Are some of you 20 years old out there? Nice! Would you be interested in hearing about a show that debuted the year you were born? Well you’re in luck, because I just had a totally original idea to take the 20th of every month to celebrate something from 20 years ago, which is in no way a cheap repurposing of the 10 for 10 gimmick that I came up with along with hundreds of other people.

The year was 1993, electricity had just recently been invented, and with it, came the advent of something called televised-vision (or television, for short). Along with an endless stream of gameshows, talk shows, and soap operas, televised-vision (or television for short (or TV for SUPER short, because acronyms hadn’t been invented yet)) came original, fictional programming.

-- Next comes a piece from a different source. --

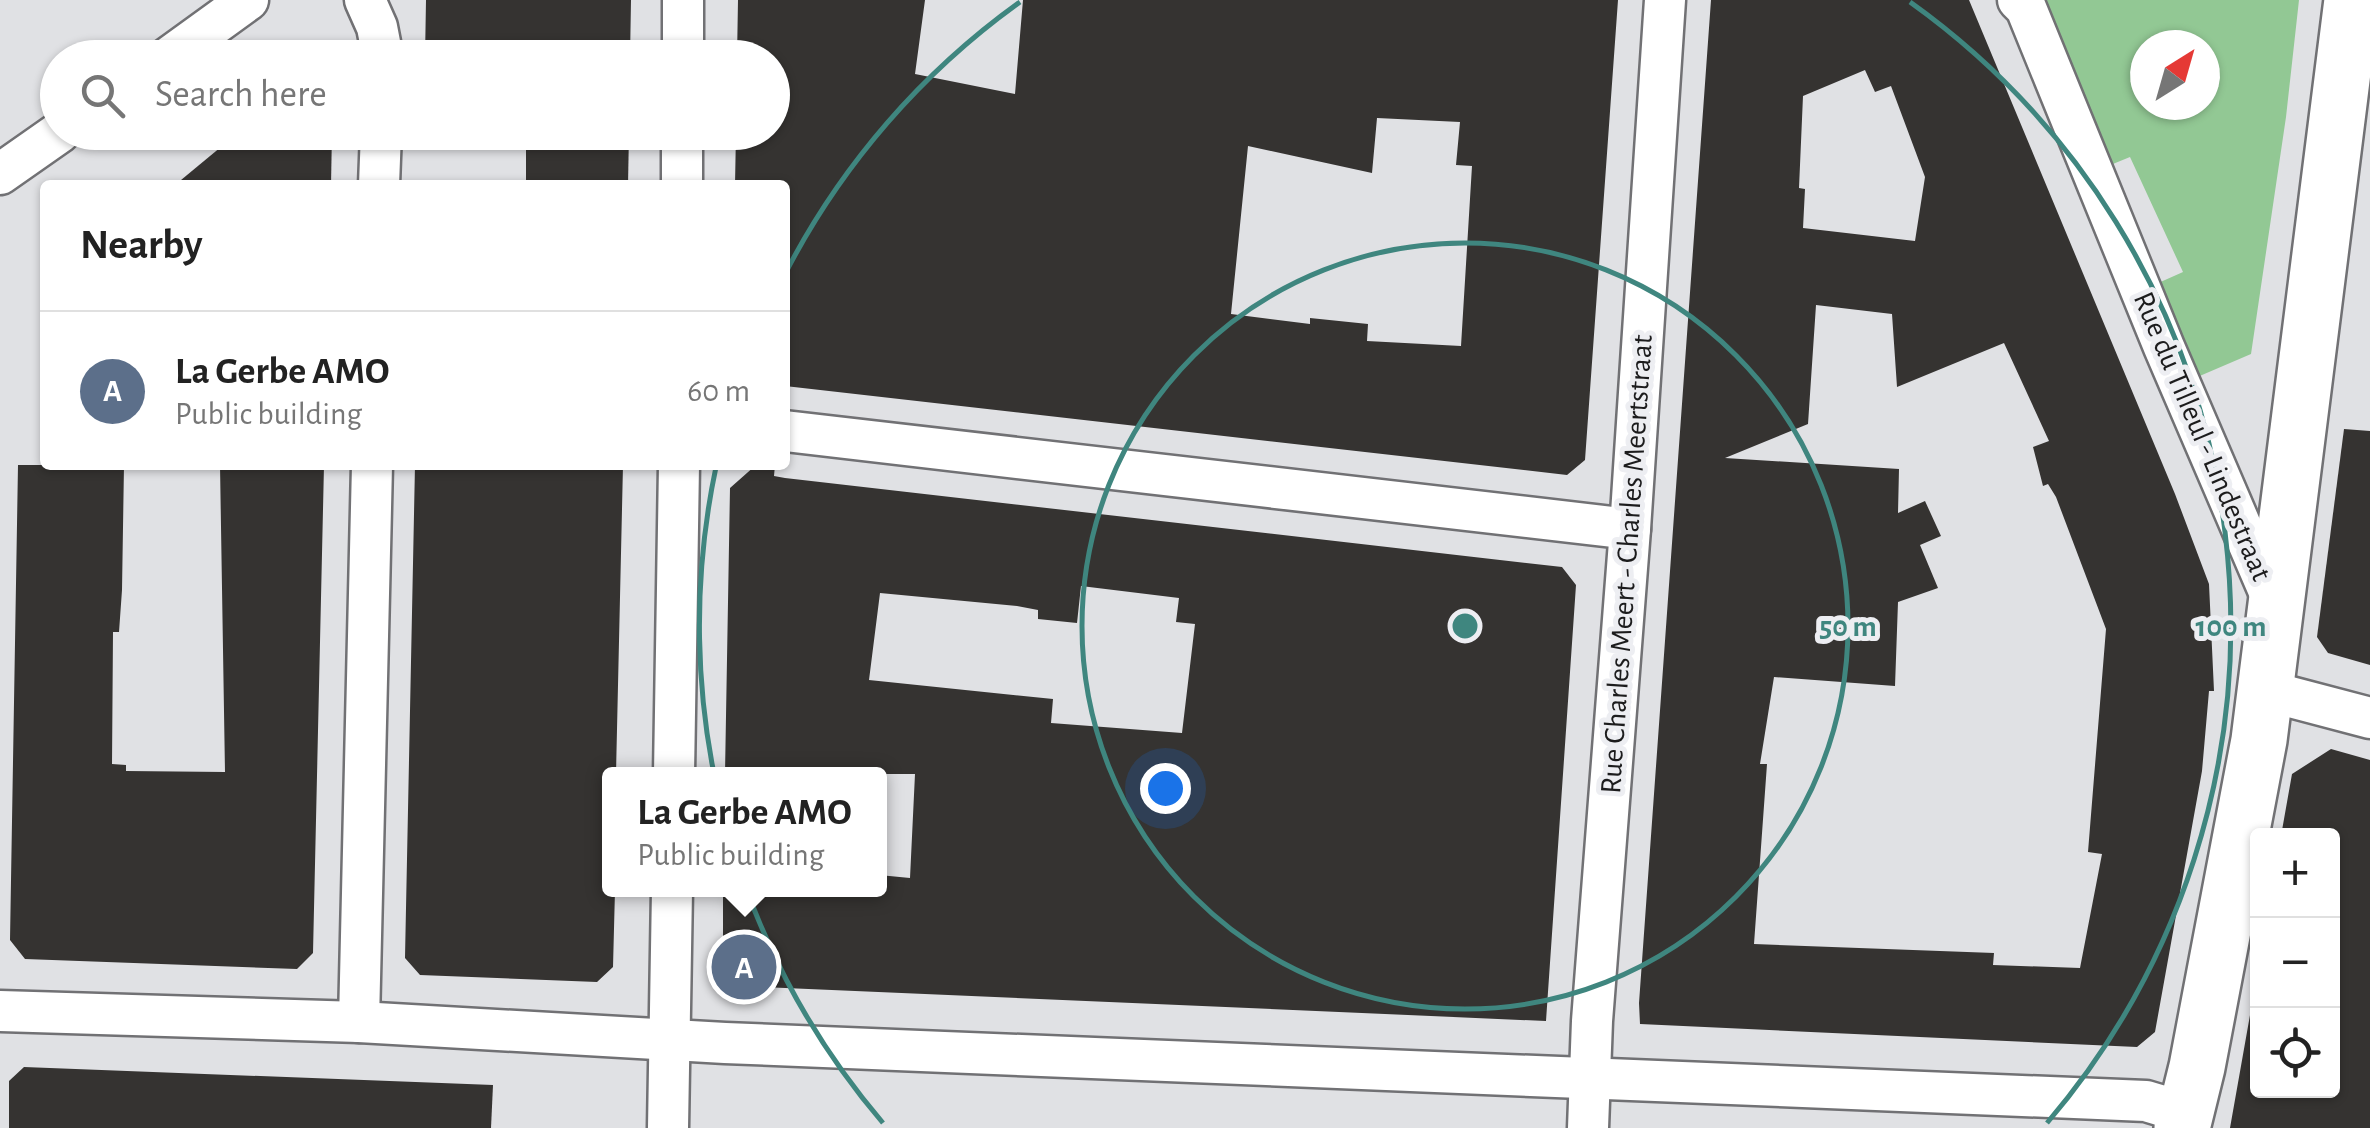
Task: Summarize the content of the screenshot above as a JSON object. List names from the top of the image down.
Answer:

Nineteen-Ninety-Thrice produced several breakout TV hits in this genre, but the one that was dearest to my heart while simultaneously being the most obscure reference I could make in this post is: Time Trax! What’s that? Never heard of Time Trax?! Well as Mister Rogers would say, “STRAP THE F*** IN, NEIGHBORS, IT’S TIME TO TAKE THE PARTY TROLLEY TO THE LAND OF MAKE-BELIEVE!”

The year 2193: where we finally replaced "cks" with X, just like you always knew we would.

The year 2193: where we finally replaced “cks” with X, just like you always knew we would.